A sample of the dataset is shown below:
q1,q2,q3,q4,q5,q6,q7
1,0.8,0.6,0.2,0.2,0.4,10
0.2,1,0.4,0.4,0.4,0.4,9
0.6,1,0.2,0.4,0.2,0.2,6
I am trying to write some code in R based on the following reference: https://plotly.com/r/t-sne-and-umap-projections/
And the code I've tried to run is the following:
library(cluster)
gower_df <- daisy(data,
metric = "gower" ,
type = list(logratio = 2))
silhouette <- c()
silhouette = c(silhouette, NA)
for(i in 2:10){
pam_clusters = pam(as.matrix(gower_df),
diss = TRUE,
k = i)
silhouette = c(silhouette ,pam_clusters$silinfo$avg.width)
}
plot(1:10, silhouette,
xlab = "Clusters",
ylab = "Silhouette Width")
lines(1:10, silhouette)
pam_ = pam(gower_df, diss = TRUE, k = 2)
data[pam_$medoids, ]
pam_summary <- data %>%
mutate(cluster = pam_$clustering) %>%
group_by(cluster) %>%
do(cluster_summary = summary(.))
pam_summary$cluster_summary[[1]]
library(Rtsne)
library(ggplot2)
tsne_object <- Rtsne(gower_df, is_distance = TRUE)

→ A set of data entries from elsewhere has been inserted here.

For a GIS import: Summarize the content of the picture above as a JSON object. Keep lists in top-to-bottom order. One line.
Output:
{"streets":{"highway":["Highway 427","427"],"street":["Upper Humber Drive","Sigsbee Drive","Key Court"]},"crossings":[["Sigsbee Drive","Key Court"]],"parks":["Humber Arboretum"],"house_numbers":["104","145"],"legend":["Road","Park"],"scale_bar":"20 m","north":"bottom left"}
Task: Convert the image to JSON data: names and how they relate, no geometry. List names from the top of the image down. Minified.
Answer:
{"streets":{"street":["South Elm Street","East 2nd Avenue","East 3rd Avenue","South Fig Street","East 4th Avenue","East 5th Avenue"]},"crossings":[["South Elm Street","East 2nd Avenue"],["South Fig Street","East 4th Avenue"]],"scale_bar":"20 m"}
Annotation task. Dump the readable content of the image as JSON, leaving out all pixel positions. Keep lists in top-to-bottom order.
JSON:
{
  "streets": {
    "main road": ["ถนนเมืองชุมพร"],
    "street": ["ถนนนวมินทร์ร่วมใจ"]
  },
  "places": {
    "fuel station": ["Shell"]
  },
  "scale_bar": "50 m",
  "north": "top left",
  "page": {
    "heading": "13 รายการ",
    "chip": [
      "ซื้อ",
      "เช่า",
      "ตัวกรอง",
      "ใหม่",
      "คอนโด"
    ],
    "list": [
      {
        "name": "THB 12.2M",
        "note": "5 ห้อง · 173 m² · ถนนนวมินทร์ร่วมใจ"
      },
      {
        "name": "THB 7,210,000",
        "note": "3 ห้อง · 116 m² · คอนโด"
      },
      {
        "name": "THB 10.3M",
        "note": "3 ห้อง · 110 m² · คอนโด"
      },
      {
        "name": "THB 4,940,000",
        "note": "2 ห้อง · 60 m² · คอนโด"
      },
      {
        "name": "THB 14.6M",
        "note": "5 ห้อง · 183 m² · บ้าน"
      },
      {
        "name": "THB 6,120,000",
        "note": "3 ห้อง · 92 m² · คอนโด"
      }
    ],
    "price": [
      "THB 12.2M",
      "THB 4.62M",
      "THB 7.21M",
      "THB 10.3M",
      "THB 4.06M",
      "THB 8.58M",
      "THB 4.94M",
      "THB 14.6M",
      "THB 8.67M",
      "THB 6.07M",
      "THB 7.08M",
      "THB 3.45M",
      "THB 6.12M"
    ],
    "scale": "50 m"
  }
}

tsne_df <- tsne_object$Y %>%
data.frame() %>%
setNames(c("X", "Y")) %>%
mutate(cluster = factor(pam_$clustering))
ggplot(aes(x = X, y = Y), data = tsne_df) +
geom_point(aes(color = cluster))
library(plotly)
library(umap)
fig2 <- plot_ly(tsne_df)
fig2
But I get a 2D representation. Any idea how I can do it?